Big data is BIG, but it must be real-time
Big data has been a hot topic for years now, with predictions about its impact ranging from organisations being able to provide services specifically tailored to individuals, to “big brother” governments having and in-depth view into every aspect of a citizen’s life. While many of these predictions seem have fallen far short of the mark, the technology is finally catching up to the verbiage, according to Richard Firth, CEO of MIP Holdings.
In fact, he says the conversation has moved from big data as a concept to its real-time usage, and the benefits organisations are gaining from this. “We have moved from simply storing big data to timely data; from the collection of data to real-time feeds; from passive data gathering to active analytics,” he explains.
“We now have enough data to make the use of big data a reality. Part of continuous data collection is creating real-time data feeds, which are processed and delivered to other systems to uncover patterns and insights into how different aspects of the business are functioning, or how customers are interacting.”
This, however, only applies to companies that have implemented an effective data strategy and programme, Firth adds. According to a recent survey, 85% of organisations aim to be data-driven, but only 37% report success. This is partly because of the sheer volumes of data companies are collecting, and partly because the quality of that data isn’t where it needs to be to enable real-time insights.
“Data does not always just magically start showing spectacular results. It takes a lot of work. The data must be collected and stored properly, and then it needs to be analysed. All of that data must be prioritised and optimised to extract the right insights,” Firth says.

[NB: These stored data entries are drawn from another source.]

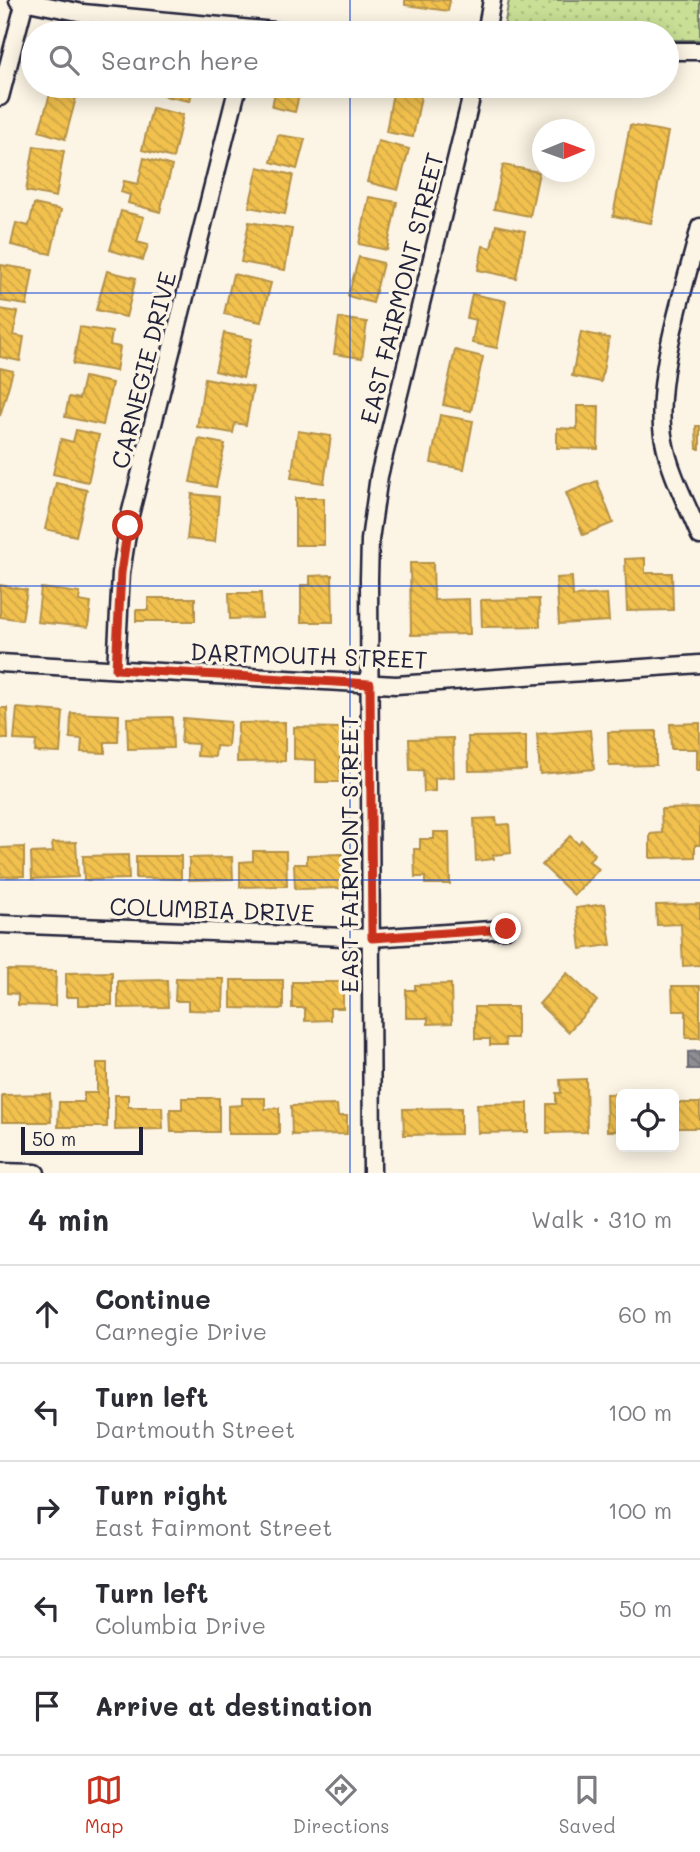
<!DOCTYPE html>
<meta charset="utf-8">
<style>
body{margin:0;font-family:Mali,sans-serif;background:#f2f2f3;color:#2b2b33}
.controls{position:absolute;right:21px;bottom:21px;display:grid;overflow:hidden;border-radius:10px;box-shadow:0 4px 18px #0003}
.controls button{width:63px;height:63px;display:grid;place-items:center;padding:0;border:0;border-bottom:2px solid #e1e1e2;background:#fff;color:#2b2b33;font:35px sans-serif}
.compass{position:absolute;left:532px;top:119px;width:63px;height:63px;border-radius:50%;background:#fff;box-shadow:0 4px 18px #0003;rotate:89deg}
.scale{position:absolute;left:21px;bottom:18px;width:122px;box-sizing:border-box;padding-left:7px;border:4px solid #22223b;border-top:0;font-size:19px;line-height:24px;white-space:nowrap;color:#22223b;-webkit-text-stroke:5px #fcf5e5;paint-order:stroke}
.stop{position:absolute;width:21px;height:21px;margin:-16px;border:5px solid #c8321e;border-radius:50%;background:#fff}
.stop.end{background:#c8321e;border-color:#fff;box-shadow:0 2px 7px #0008}
.list{margin:0;padding:0;list-style:none}
h2{display:flex;justify-content:space-between;align-items:center;height:91px;margin:0;padding:0 28px;font-size:30px}
h2 small{font-size:23px;font-weight:400;color:#7c7c81}
.list li{display:grid;grid-template-columns:46px 1fr auto;gap:21px;align-items:center;box-sizing:border-box;height:98px;padding:0 28px;border-top:2px solid #e1e1e2}
.list b{display:block;font-size:26px;white-space:nowrap}
.list p{margin:0;font-size:23px;white-space:nowrap;color:#7c7c81}
.list em{font-size:23px;font-style:normal;color:#7c7c81}
.icon{flex:none;width:38px;height:38px;fill:none;stroke:currentColor;stroke-width:2;stroke-linecap:round;stroke-linejoin:round}
.map{position:relative;flex:none;width:700px;height:1173px;overflow:hidden}
.search{position:absolute;background:#fff;box-shadow:0 4px 18px #0003;left:21px;right:21px;top:21px;height:77px;display:flex;align-items:center;gap:18px;box-sizing:border-box;padding:0 24px;border-radius:38px;color:#7c7c81;font-size:26px}
.sheet{height:581px;background:#fff}
nav{display:flex;justify-content:space-around;align-items:center;box-sizing:border-box;height:98px;border-top:2px solid #e1e1e2;background:#fff;font-size:19px;color:#7c7c81}
nav a{display:grid;justify-items:center;gap:4px}
nav .on{color:#c8321e}
.map>svg:first-child{display:block}
</style>
<div class="map">
<svg width="700" height="1173" viewBox="0 0 700 1173">
<defs>
<pattern id="park-dots" width="8" height="8" patternUnits="userSpaceOnUse" patternTransform="scale(1.75)"><rect width="8" height="8" fill="#c8df95"/><path d="M2 2h.1M6 6h.1" fill="none" stroke="#acbf81" stroke-width="1.8" stroke-linecap="round"/></pattern>
<pattern id="homes-back-hatch" width="6" height="6" patternUnits="userSpaceOnUse" patternTransform="scale(1.75)"><rect width="6" height="6" fill="#f2c14e"/><path d="M-1 5l2 2M0 0l6 6M5-1l2 2" fill="none" stroke="#cfa645"/></pattern>
<pattern id="industry-back-hatch" width="6" height="6" patternUnits="userSpaceOnUse" patternTransform="scale(1.75)"><rect width="6" height="6" fill="#8d8d92"/><path d="M-1 5l2 2M0 0l6 6M5-1l2 2" fill="none" stroke="#737378"/></pattern>
</defs>
<rect width="100%" height="100%" fill="#fcf5e5"/>
<filter id="ink" filterUnits="userSpaceOnUse"><feTurbulence type="fractalNoise" baseFrequency=".0143" numOctaves="2"/><feDisplacementMap in="SourceGraphic" scale="14" xChannelSelector="R" yChannelSelector="G"/><feConvolveMatrix kernelMatrix="1 2 1 2 8 2 1 2 1" color-interpolation-filters="sRGB"/></filter>
<g filter="url(#ink)">
<polygon fill="url(#park-dots)" stroke="#758068" stroke-width="2" points="509,0 700,0 700,40 667,40 667,33 503,33"/>
<g fill="url(#homes-back-hatch)" stroke="#b49148" stroke-width="2">
<polygon points="405,0 450,0 448,11 405,5"/>
<polygon points="166,86 193,86 190,101 164,96"/>
<polygon points="276,86 325,86 323,96 300,91 295,112 272,107"/>
<polygon points="394,86 423,86 413,137 386,132"/>
<polygon points="51,91 76,98 65,139 39,131"/>
<polygon points="152,108 183,115 173,158 142,150"/>
<polygon points="630,125 668,132 651,223 613,216"/>
<polygon points="278,135 305,139 297,169 271,162"/>
<polygon points="378,141 409,149 398,190 367,182"/>
<polygon points="34,146 64,151 56,197 26,191"/>
<polygon points="144,158 172,166 160,212 128,203 130,195 121,192 124,181 138,184"/>
<polygon points="503,165 539,172 530,216 494,209"/>
<polygon points="258,167 293,175 285,214 249,207"/>
<polygon points="369,197 397,202 387,250 359,244"/>
<polygon points="34,204 61,210 51,254 11,245 16,223 29,226"/>
<polygon points="121,211 144,217 137,242 148,245 143,260 110,250"/>
<polygon points="249,222 292,229 285,270 241,262"/>
<polygon points="496,225 525,231 516,278 478,270 483,246 491,248"/>
<polygon points="359,257 383,263 373,303 348,296"/>
<polygon points="1,265 33,270 27,305 0,301"/>
<polygon points="107,271 136,278 126,317 96,310"/>
<polygon points="233,274 271,283 261,322 224,314"/>
<polygon points="472,294 506,301 497,348 472,343 476,320 467,318"/>
<polygon points="0,309 18,312 13,335 24,337 20,361 0,357"/>
<polygon points="339,318 367,322 362,358 334,354"/>
<polygon points="80,327 112,332 110,345 120,347 116,371 73,364"/>
<polygon points="581,332 609,338 601,382 572,376"/>
<polygon points="224,333 252,339 243,378 215,371"/>
<polygon points="455,350 483,357 471,411 443,405"/>
<polygon points="0,368 13,371 0,416"/>
<polygon points="84,377 112,383 103,425 65,417 69,397 79,399"/>
<polygon points="205,378 253,387 246,425 235,423 233,433 197,427"/>
<polygon points="577,406 599,406 598,449 557,448 557,428 577,429"/>
<polygon points="440,415 473,421 464,469 431,463"/>
<polygon points="696,426 700,426 700,449 697,449"/>
<polygon points="76,430 99,435 88,482 53,474 61,439 73,442"/>
<polygon points="298,431 331,436 324,483 291,478"/>
<polygon points="199,439 225,444 216,487 190,482"/>
<polygon points="597,481 613,523 583,535 566,493"/>
<polygon points="56,483 87,490 76,536 45,529"/>
<polygon points="192,494 219,497 215,542 187,539"/>
<rect x="295" y="498" width="29" height="47"/>
<polygon points="645,558 645,573 672,573 673,610 627,611 625,559"/>
<polygon points="410,563 433,563 434,600 469,599 470,634 411,635"/>
<polygon points="332,575 333,622 301,622 301,585 310,585 310,576"/>
<polygon points="572,577 573,596 607,594 609,621 559,624 556,578"/>
<polygon points="0,585 27,590 22,620 0,617"/>
<polygon points="41,588 80,593 79,601 91,603 88,627 37,622"/>
<polygon points="229,593 261,593 262,618 230,619"/>
<polygon points="148,598 195,598 195,621 136,621 136,610 148,610"/>
<polygon points="539,599 540,626 482,627 481,600"/>
<polygon points="0,708 7,708 8,739 0,739"/>
<polygon points="17,708 63,712 60,753 35,752 36,741 14,740"/>
<polygon points="71,713 119,715 118,742 105,742 105,753 81,752 82,739 70,738"/>
<polygon points="172,717 173,748 128,749 127,718"/>
<polygon points="183,718 230,722 228,747 216,746 215,757 197,756 198,744 181,743"/>
<polygon points="285,722 285,761 237,762 238,723"/>
<polygon points="700,723 700,770 697,770 697,749 671,749 670,724"/>
<polygon points="294,727 340,728 340,782 316,782 316,760 294,759"/>
<polygon points="590,730 594,769 540,774 537,734"/>
<polygon points="656,731 656,765 609,766 608,732"/>
<polygon points="526,736 526,770 469,771 468,737"/>
<polygon points="453,738 454,777 435,778 435,791 424,792 423,770 410,771 409,739"/>
<polygon points="700,808 700,845 695,845 695,857 650,858 650,834 662,833 661,809"/>
<polygon points="496,818 497,825 509,824 511,853 493,855 494,859 476,861 474,819"/>
<polygon points="434,832 449,832 450,884 425,884 425,877 415,877 414,849 420,849 420,839 434,839"/>
<polygon points="570,836 578,844 581,840 595,854 589,861 599,869 574,895 542,865"/>
<polygon points="76,842 78,877 32,879 31,853 53,852 52,843"/>
<polygon points="24,847 24,876 0,877 0,848"/>
<polygon points="253,851 286,851 287,886 240,887 240,862 253,861"/>
<polygon points="343,854 344,888 295,889 294,864 307,864 307,855"/>
<polygon points="128,855 129,879 84,880 83,856"/>
<polygon points="136,856 181,856 181,879 136,878"/>
<polygon points="232,857 233,879 189,880 189,858"/>
<polygon points="605,904 611,945 581,949 576,908"/>
<polygon points="700,904 700,965 683,966 681,924 657,925 656,905"/>
<polygon points="7,970 56,971 55,1006 18,1005 18,994 7,993"/>
<polygon points="112,972 112,1005 78,1005 78,997 66,997 66,973"/>
<polygon points="567,973 597,1001 568,1032 539,1004"/>
<polygon points="176,978 224,979 223,1011 188,1010 188,1001 175,1001"/>
<polygon points="167,980 168,1007 118,1008 118,981"/>
<polygon points="231,980 283,980 283,1009 231,1008"/>
<polygon points="292,982 343,982 343,1008 330,1008 330,1020 305,1021 305,1008 292,1008"/>
<polygon points="451,984 452,1023 428,1024 428,1018 406,1018 406,990 415,990 415,985"/>
<polygon points="672,986 700,986 700,1038 686,1038 686,1011 673,1011"/>
<polygon points="475,1007 517,1007 517,1038 505,1038 506,1045 490,1045 490,1039 475,1039"/>
<polygon points="97,1063 107,1063 107,1127 58,1127 59,1102 84,1102 84,1093 97,1093"/>
<polygon points="586,1079 587,1132 547,1133 547,1104 556,1104 556,1093 561,1093 560,1080"/>
<polygon points="658,1093 621,1094 621,1131 607,1131 606,1094"/>
<polygon points="50,1094 51,1122 2,1122 2,1095"/>
<polygon points="115,1095 128,1095 128,1107 162,1107 163,1129 115,1130"/>
<polygon points="182,1098 219,1098 219,1132 171,1132 170,1109 182,1109"/>
<polygon points="242,1098 265,1098 265,1109 279,1108 279,1134 228,1134 228,1106 242,1105"/>
<polygon points="528,1103 528,1132 478,1133 477,1104"/>
<rect x="674" y="1103" width="26" height="25"/>
<polygon points="337,1105 338,1116 347,1116 347,1134 292,1135 291,1106"/>
<polygon points="461,1108 461,1134 404,1135 403,1109"/>
</g>
<polygon fill="url(#industry-back-hatch)" stroke="#6d6d78" stroke-width="2" points="700,1051 700,1069 688,1069 688,1052"/>
<g fill="none" stroke-linecap="round" stroke-linejoin="round">
<g stroke="#22223b" stroke-width="21">
<g id="minor">
<polyline points="18,0 83,13 296,33"/>
<polyline points="486,33 492,0"/>
<polyline points="667,51 700,51"/>
<polyline points="0,97 25,1"/>
<path d="M700,227C685,287 652,382 664,441C670,474 688,506 700,536"/>
<polyline points="0,663 396,685 700,664"/>
<polyline points="116,669 121,573 130,515 238,86"/>
<polyline points="0,924 372,938 506,929"/>
<polyline points="0,1172 36,1173"/>
<polyline points="372,1173 369,579 370,540 379,476 474,86"/>
</g>
</g>
<use href="#minor" stroke="#fcf5e5" stroke-width="16"/>
</g>
</g>
<g fill="none" stroke-linecap="round" stroke-linejoin="round" filter="url(#ink)">
<polyline stroke="#c8321e" stroke-width="9" points="128,526 121,573 116,669 370,684 372,938 506,929"/>
</g>
<path fill="none" stroke="#1d4ed8" stroke-width="2" stroke-opacity="0.55" d="M350,0V33M350,86V1173M0,293H700M0,586H700M0,880H700"/>
<g text-anchor="middle" dominant-baseline="central" stroke-width="7" stroke-linejoin="round" paint-order="stroke">
<g font-size="24" fill="#22223b" stroke="#fcf5e5">
<text transform="translate(401 288) rotate(-76)">EAST FAIRMONT STREET</text>
<text transform="translate(143 370) rotate(-76)">CARNEGIE DRIVE</text>
<text transform="translate(309 655) rotate(2)">DARTMOUTH STREET</text>
<text transform="translate(348 854) rotate(-90)">EAST FAIRMONT STREET</text>
<text transform="translate(212 909) rotate(2)">COLUMBIA DRIVE</text>
</g>
</g>
</svg>
<div class="controls">
<button><svg class="icon" aria-label="locate" viewBox="0 0 24 24"><circle cx="12" cy="12" r="6"/><path d="M12 2v4M12 18v4M2 12h4M18 12h4"/></svg></button>
</div>
<svg class="compass" viewBox="-18 -18 36 36"><path d="M0-13l5 13h-10z" fill="#e53935"/><path d="M0 13l5-13h-10z" fill="#7c7c81"/></svg>
<div class="scale">50 m</div>
<div class="stop" style="left:128px;top:526px"></div>
<div class="stop end" style="left:506px;top:929px"></div>
<div class="search"><svg class="icon" aria-label="search" viewBox="0 0 24 24"><circle cx="10" cy="10" r="6"/><path d="M15 15l6 6"/></svg>Search here</div>
</div>
<section class="sheet">
<h2>4 min<small>Walk · 310 m</small></h2>
<ul class="list">
<li><svg class="icon" aria-label="ahead" viewBox="0 0 24 24"><path d="M12 20V5M6 11l6-6 6 6"/></svg><div><b>Continue</b><p>Carnegie Drive</p></div><em>60 m</em></li>
<li><svg class="icon" aria-label="left" viewBox="0 0 24 24"><path d="M17 20v-9H6M10 6l-5 5 5 5"/></svg><div><b>Turn left</b><p>Dartmouth Street</p></div><em>100 m</em></li>
<li><svg class="icon" aria-label="right" viewBox="0 0 24 24"><path d="M7 20v-9h11M14 6l5 5-5 5"/></svg><div><b>Turn right</b><p>East Fairmont Street</p></div><em>100 m</em></li>
<li><svg class="icon" aria-label="left" viewBox="0 0 24 24"><path d="M17 20v-9H6M10 6l-5 5 5 5"/></svg><div><b>Turn left</b><p>Columbia Drive</p></div><em>50 m</em></li>
<li><svg class="icon" aria-label="arrive" viewBox="0 0 24 24"><path d="M6 21V4h12l-3 4 3 4H6"/></svg><div><b>Arrive at destination</b></div></li>
</ul>
</section>
<nav>
<a class="on"><svg class="icon" aria-label="map" viewBox="0 0 24 24"><path d="M3 6l6-2 6 2 6-2v14l-6 2-6-2-6 2zM9 4v14M15 6v14"/></svg>Map</a>
<a><svg class="icon" aria-label="directions" viewBox="0 0 24 24"><path d="M12 3l9 9-9 9-9-9zM9 14v-3h6M13 9l2 2-2 2"/></svg>Directions</a>
<a><svg class="icon" aria-label="saved" viewBox="0 0 24 24"><path d="M7 4h10v16l-5-4-5 4z"/></svg>Saved</a>
</nav>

“Real-time analytics and insights may be what most companies aspire to, but if they don’t have their back-end systems and integration set up correctly, they will invariably run into problems. We are collecting data from everywhere, and trying to analyse and use all of that data is a recipe for disaster. Businesses need to ensure that they know what kind of data they need, and then they need to implement the right systems and processes to enable them to get what they want out of that data.”
Gartner has found that poor data quality costs companies $15 million a year, stating that this situation could worsen in the future considering the complex nature of data sources and the massive volumes being collected. “Big data needs to be used as a tool, and smart systems are necessary to ensure that challenges around data volumes and quality don’t hinder outcomes. Information arising from the data must be correctly re-integrated into a company’s existing processes and systems in an intelligent way. This is where we start seeing results,” Firth says.
“When information derived from the data is integrated back into the business in the right way, real-time feeds can start informing real-time interactions with existing business process. It is quite a concept: an operational business process feeding data into some form of repository in near real-time will then also get information back from the repository that will impact the outcome of or add value to the business process that was suppling the data! This not only allows for greater levels of information, customisation and personalisation for those interactions, but also the foundation off which autonomous systems based on ML and AI can be built. With the right data – and the right use of that data in the form of information – we have started building workflows or cases that allow just enough to be automated to free up manpower for more important and strategic activities, while offering the flexibility for more personalised human interactions. Big data will mature with real-time data, and real-time data is finally delivering on the promises of big data.”